Key religious beliefs of the Eastern Orthodox Christian Church and the traditions of their religious history are well known to most Arabs. In America, few people regularly associate the modern Middle East with Christianity despite the fact that most of the Bible occurred there. A natural place for Christians, the holy Quran states several times about the equality between Muslims and other “people of the book.” For example, The Quran Chapter 2 verse 62 explains people of the book as Christians, Sabeans, and Jews.

Christian Diversity in the Middle East

Christianity has a presence in the modern Arab and predominantly Islamic areas of the world. While they are a minority now, at one time, many people in the Middle East were Christians. Throughout the Middle East, the most common forms of Christian worship include the ideas associated with the Maronite, Coptic, Arab Orthodox, Greek Orthodox, or Eastern Orthodox Church. In religious studies, these variations of Christianity found in North Africa, Southwest Asia, the east Mediterranean, the Middle East, and Russia are called Eastern Christianity. Protestants and Roman Catholics comprise Western Christianity.

Sabeans Are a Unique Christian Not Christian Group in Arabia

There are also many strange places where Western Christianity pops up in Arabia. For example, did you know that there is a Protestant church in the Arab area of Iran called St. Christopher’s? In some places, like Iraq and Iran, there are two types of Christianity. Anglicans arrived with British settlers in the petroleum industry in the early 1900’s. However, Iran’s and Iraq’s other “Christians” follow a religion termed “Mandaeans ” associated with the Sabeans that predates Judaism. Despite being called Christians, the United Nations High Commissioner of Refugees states that many of these Sabean Mandaeans do not actually focus on the teachings of John the Baptist or consider themselves Christians.

Orthodox Considered the First Church

When Arab Christians describe their Orthodox religious history, they will let you know that the term Orthodox means “first.” In other words, Orthodox Christians are the first Christians. In Greek, orthodox means “to believe correctly.” While Roman and Orthodox beliefs are similar, one interesting difference between them is the Orthodox belief in faith healing. Eastern Orthodox Christians believe that their Bishops have a type of power referred to as “laying on of hands” restoration just like it was practiced by the Apostles.

The Difference between Arab Christian and Muslim Homes

When you know Arab Christians, you notice their home contains important features that are different than their Muslim neighbors. For example, on the east wall, there is an area for prayer that includes pictures of Jesus, Mary and other Saints. Muslims, on the other hand, do not believe in having pictures of human faces in areas of prayer. For this reason, you will never see icons or pictures of saints in a mosque.

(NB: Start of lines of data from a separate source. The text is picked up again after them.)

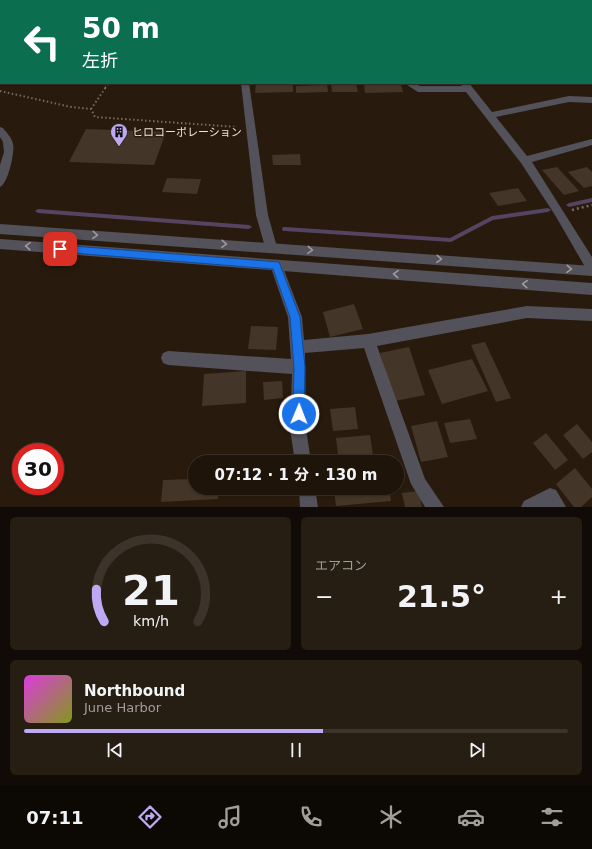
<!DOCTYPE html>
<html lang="ja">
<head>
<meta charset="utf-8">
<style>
	:root { --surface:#1e140a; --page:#261d13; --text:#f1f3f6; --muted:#a19e9c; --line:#3c332b; --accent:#bea9f4 }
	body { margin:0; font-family:"DejaVu Sans","Noto Sans JP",sans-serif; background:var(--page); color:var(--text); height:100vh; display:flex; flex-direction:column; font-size:15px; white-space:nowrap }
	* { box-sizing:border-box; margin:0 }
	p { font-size:13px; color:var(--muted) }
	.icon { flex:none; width:22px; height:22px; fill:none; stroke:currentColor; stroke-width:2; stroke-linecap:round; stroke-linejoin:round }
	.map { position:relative; height:507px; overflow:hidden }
	.drawer { display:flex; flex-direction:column; gap:10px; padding:10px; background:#100b06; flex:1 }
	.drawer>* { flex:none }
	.banner { position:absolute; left:0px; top:0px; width:592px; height:84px; box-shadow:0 1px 3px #0004,0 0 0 1px var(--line); background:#0b6e4f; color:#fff; overflow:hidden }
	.speed { position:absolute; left:12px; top:443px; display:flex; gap:8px; font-size:20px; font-weight:700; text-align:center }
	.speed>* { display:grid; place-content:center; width:52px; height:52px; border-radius:50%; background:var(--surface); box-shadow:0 1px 3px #0004,0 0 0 1px var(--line); line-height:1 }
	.speed .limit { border:6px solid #d22; background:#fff; color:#111 }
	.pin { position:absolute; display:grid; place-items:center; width:34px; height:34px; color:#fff; margin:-17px; border-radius:8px; box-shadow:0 2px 6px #0006 }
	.me { position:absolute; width:44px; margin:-22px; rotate:1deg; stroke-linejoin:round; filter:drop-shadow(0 0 3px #0008) }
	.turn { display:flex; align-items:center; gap:14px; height:84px; padding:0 16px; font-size:18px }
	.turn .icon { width:52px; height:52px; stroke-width:2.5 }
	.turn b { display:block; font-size:28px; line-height:34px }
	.big { font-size:30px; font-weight:700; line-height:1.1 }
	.drawer .widget { flex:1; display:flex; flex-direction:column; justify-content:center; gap:6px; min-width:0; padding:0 14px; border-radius:6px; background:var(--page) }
	.drawer .dial { align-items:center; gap:0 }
	.dial svg { height:104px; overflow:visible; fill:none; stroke:var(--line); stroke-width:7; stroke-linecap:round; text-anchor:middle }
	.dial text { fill:var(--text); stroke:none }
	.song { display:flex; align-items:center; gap:12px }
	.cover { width:48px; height:48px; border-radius:6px; background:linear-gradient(135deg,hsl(300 70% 55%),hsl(70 70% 35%)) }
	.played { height:4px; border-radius:2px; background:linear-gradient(90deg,var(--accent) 55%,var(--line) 55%) }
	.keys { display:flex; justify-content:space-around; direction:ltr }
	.heat { display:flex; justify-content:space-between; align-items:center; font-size:22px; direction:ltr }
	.drawer .tiles { flex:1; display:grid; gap:10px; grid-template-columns:1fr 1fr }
	.widget:last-child { grid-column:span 2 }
	.trip { position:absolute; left:188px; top:455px; width:216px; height:40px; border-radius:20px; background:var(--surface); box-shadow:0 1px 3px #0004,0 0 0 1px var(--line); font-weight:700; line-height:40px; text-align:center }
	.menu { display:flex; height:64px; justify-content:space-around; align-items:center; background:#0c0804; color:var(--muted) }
	.menu .icon { width:28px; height:28px }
	.menu .active { color:var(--accent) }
	.menu b { font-size:18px; color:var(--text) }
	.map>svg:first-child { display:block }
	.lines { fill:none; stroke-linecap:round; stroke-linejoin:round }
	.stream { fill:#544461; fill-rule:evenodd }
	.building { fill:#433527 }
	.path-far2 { stroke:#776c60; stroke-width:1.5; stroke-dasharray:1.5 2; stroke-linecap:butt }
	.path-far1 { stroke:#776c60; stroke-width:2; stroke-dasharray:1.5 2.5; stroke-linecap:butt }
	.path { stroke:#776c60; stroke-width:2.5; stroke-dasharray:2 3; stroke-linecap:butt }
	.minor { fill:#535159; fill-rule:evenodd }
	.tertiary { fill:#535159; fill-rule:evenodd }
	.oneway { stroke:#a09a9a }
	.route { fill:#1a73e8; stroke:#114b97 }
	.labels { text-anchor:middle; stroke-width:3; stroke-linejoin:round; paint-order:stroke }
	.far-poi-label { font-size:11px; fill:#ede3da; stroke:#281b0e; text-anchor:start }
</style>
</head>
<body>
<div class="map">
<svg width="592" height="507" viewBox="0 0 592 507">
	<rect width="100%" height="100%" fill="#281b0e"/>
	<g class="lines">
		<g class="stream">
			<polygon points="592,198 592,202 569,207 566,205 569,203"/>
			<polygon points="548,208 551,210 548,212 493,220 451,242 285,231 283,231 282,229 283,227 285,227 450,238 492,216"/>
			<polygon points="38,209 249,225 252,227 249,229 38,213 35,211"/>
		</g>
	</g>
	<g class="building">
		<polygon points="256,83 293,83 293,92 255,93"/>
		<polygon points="315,83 327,83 328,92 296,93 296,86 316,85"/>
		<polygon points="331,83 356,83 358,92 332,92"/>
		<polygon points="401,84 403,92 365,93 364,85"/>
		<polygon points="86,129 166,132 154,165 69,162"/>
		<polygon points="300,154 301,165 273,165 272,155"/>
		<polygon points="557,167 579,191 564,195 542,170"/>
		<polygon points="587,167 592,172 592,186 584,188 568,172"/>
		<polygon points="167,178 201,179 197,194 162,192"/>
		<polygon points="518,188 527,201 498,206 489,193"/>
		<polygon points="354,304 363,329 330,337 323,312"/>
		<polygon points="251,326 278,327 276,350 248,349"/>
		<polygon points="485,342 511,398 496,402 471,345"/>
		<polygon points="409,347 425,395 395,401 380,353"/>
		<polygon points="472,359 488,391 442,404 428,370"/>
		<polygon points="246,371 246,403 202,406 204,374"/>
		<polygon points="282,381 283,398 264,400 263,382"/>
		<polygon points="355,407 358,429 333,431 330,409"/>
		<polygon points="470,419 477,439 450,443 444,423"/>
		<polygon points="437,421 448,457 421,462 411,426"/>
		<polygon points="577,424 592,442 592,452 583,459 563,435"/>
		<polygon points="546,433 568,460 555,470 533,443"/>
		<polygon points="370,435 374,462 339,462 336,438"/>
		<polygon points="575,468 592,489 592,497 581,507 574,507 556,484"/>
		<polygon points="195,479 195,488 219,488 218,499 161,502 163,480"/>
		<polygon points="334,488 389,488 391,501 336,506"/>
		<polygon points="419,491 422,507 405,507 402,493"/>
	</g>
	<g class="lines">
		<polyline class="path-far2" points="105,88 109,83"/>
		<g class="path-far1">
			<polyline points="0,91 71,107 91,109 95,117 237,127"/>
			<polyline points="91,109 106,87"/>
		</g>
		<polyline class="path" points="572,210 592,205"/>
		<g class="minor">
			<rect x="226" y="0" width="6" height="1"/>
			<rect x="274" y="0" width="20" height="1"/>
			<rect x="416" y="0" width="6" height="1"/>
			<rect x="591" y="16" width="1" height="4"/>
			<polygon points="1,70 1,78 0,79 0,71"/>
			<polygon points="241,83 249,83 268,215 277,247 275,251 271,252 267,251 265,247 256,215"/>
			<polygon points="404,83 414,83 420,86 462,86 460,83 469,83 492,112 569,96 592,97 592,103 569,102 496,117 527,156 592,139 592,145 532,162 592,257 592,273 588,272 555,215 521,163 466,92 418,92"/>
			<path d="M0 127 3 128C7 133 12 138 13 144 15 152 8 184 0 187V165L4 152 3 142 0 137Z"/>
			<polygon points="276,260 280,261 282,265 302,317 304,340 368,334 527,306 592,309 592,321 527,318 377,346 425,479 444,507 425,507 411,484 364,348 305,353 306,429 311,462 295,462 290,429 292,374 168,365 163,363 161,358 163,353 168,351 291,359 288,317 270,265 272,261"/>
			<polygon points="299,488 315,488 318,507 300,507"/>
			<polygon points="550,488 556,490 566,507 521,507 524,501"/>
		</g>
		<g class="tertiary">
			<polygon points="0,224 592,266 592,276 0,234"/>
			<polygon points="0,239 592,283 592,295 0,249"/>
		</g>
	</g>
	<defs><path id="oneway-chevron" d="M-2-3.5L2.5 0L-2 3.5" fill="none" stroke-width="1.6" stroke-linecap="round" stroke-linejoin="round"/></defs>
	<g class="oneway">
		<use href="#oneway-chevron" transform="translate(95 235) rotate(4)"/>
		<use href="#oneway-chevron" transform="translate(224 244) rotate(4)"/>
		<use href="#oneway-chevron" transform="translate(28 246) rotate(-176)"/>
		<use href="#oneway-chevron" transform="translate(310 250) rotate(4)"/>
		<use href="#oneway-chevron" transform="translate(439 259) rotate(4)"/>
		<use href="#oneway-chevron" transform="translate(569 269) rotate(4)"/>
		<use href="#oneway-chevron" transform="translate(396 274) rotate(-176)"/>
		<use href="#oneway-chevron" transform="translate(525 284) rotate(-176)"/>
	</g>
	<polygon class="route" points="60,245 279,262 300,317 305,367 304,414 303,418 299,419 295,418 293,414 294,367 290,317 273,269 60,252 56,249"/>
	<defs>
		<symbol id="building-pin" viewBox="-11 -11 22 30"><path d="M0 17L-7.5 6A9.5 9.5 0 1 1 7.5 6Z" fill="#bea9f4" stroke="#281b0e"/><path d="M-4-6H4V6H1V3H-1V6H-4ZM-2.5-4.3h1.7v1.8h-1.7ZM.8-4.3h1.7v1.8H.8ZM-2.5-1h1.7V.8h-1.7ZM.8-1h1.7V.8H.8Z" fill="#111"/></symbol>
	</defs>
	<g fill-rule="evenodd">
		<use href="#building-pin" x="109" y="122" width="20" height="27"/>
	</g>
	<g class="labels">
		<g class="far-poi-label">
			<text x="132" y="136">ヒロコーポレーション</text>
		</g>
	</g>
</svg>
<div class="speed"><div class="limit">30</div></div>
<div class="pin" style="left:60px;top:249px;background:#d93025"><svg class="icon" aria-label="arrive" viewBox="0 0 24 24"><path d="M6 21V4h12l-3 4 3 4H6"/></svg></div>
<svg class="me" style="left:299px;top:414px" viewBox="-20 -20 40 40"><circle r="17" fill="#1a73e8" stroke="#fff" stroke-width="3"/><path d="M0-11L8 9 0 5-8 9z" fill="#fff"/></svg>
<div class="trip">07:12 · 1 分 · 130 m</div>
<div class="banner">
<div class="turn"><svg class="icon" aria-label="left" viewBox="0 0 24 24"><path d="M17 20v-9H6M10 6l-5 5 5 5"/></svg><div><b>50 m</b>左折</div></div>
</div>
</div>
<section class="drawer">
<div class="tiles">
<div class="widget dial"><svg viewBox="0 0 100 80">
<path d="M14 69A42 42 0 1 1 86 69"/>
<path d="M14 69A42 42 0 0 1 8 44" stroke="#bea9f4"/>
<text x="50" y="56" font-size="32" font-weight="700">21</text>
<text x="50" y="72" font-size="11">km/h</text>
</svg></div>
<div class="widget"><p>エアコン</p>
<div class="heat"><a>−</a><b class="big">21.5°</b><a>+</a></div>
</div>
<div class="widget">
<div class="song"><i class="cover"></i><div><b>Northbound</b><p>June Harbor</p></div></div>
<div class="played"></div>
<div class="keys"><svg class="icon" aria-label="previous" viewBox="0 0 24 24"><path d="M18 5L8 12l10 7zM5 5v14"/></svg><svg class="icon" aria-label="pause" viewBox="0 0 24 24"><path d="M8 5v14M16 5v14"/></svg><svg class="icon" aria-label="next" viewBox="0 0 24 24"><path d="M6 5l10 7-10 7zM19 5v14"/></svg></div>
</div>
</div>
</section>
<nav class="menu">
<b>07:11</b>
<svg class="icon active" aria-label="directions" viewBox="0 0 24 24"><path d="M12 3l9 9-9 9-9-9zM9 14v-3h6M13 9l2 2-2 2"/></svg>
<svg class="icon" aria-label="music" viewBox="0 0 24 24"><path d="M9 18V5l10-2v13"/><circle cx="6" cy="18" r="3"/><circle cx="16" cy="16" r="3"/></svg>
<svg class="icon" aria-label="phone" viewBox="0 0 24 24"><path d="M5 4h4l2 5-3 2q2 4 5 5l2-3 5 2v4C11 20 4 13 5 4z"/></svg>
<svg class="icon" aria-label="climate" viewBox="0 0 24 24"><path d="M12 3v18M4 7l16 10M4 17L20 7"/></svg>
<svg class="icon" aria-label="car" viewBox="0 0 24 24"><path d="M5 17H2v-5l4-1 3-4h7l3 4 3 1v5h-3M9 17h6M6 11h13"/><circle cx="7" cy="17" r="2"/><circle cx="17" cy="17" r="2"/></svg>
<svg class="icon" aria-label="filters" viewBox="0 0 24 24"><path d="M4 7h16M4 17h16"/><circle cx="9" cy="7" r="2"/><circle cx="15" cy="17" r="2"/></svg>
</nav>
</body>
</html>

Solidarity between Muslims and Orthodox Christians

Despite the fact that Christian and Muslims worship differently, in the modern Arab world, citizens of the same country are more likely to be friends than enemies. With the revolutions and changes of leadership in the Middle East over 2011, many Muslims and Christians took the time to say they are allied with all of their fellow countrymen despite religious differences. In Egypt, Eastern Orthodox Christians and Muslims said they were united as Egyptians first. In Iraq, Muslims made a point of saying, “Iraq would not be Iraq without its Christians.”

The Future of Christians in the Middle East

While it seems that Eastern Orthodox Christian acceptance is on the rise in the Middle East, Habib C. Malik identifies that the politics need to match the solidarity the people are feeling. Malik contributed an essay to the Hoover Institution volume “Islamism and the Future of the Christians in the Middle East.” In it, he wrote, “What Muslims living in the West demand for themselves-and receive-by way of rights and legal protections they ought to be ready to grant to Christians living in Muslim-majority countries.”

In other words, laws in some Middle Eastern countries do not reflect how people living in those countries really feel about each other. Thankfully, revolutions in those Arab communities mean that this situation has a chance to be rectified. As democracy grows in the Middle East, Arabs of all religious backgrounds need to continue to strive for a secular society that allows minorities the autonomy Muslim communities are granted in the West.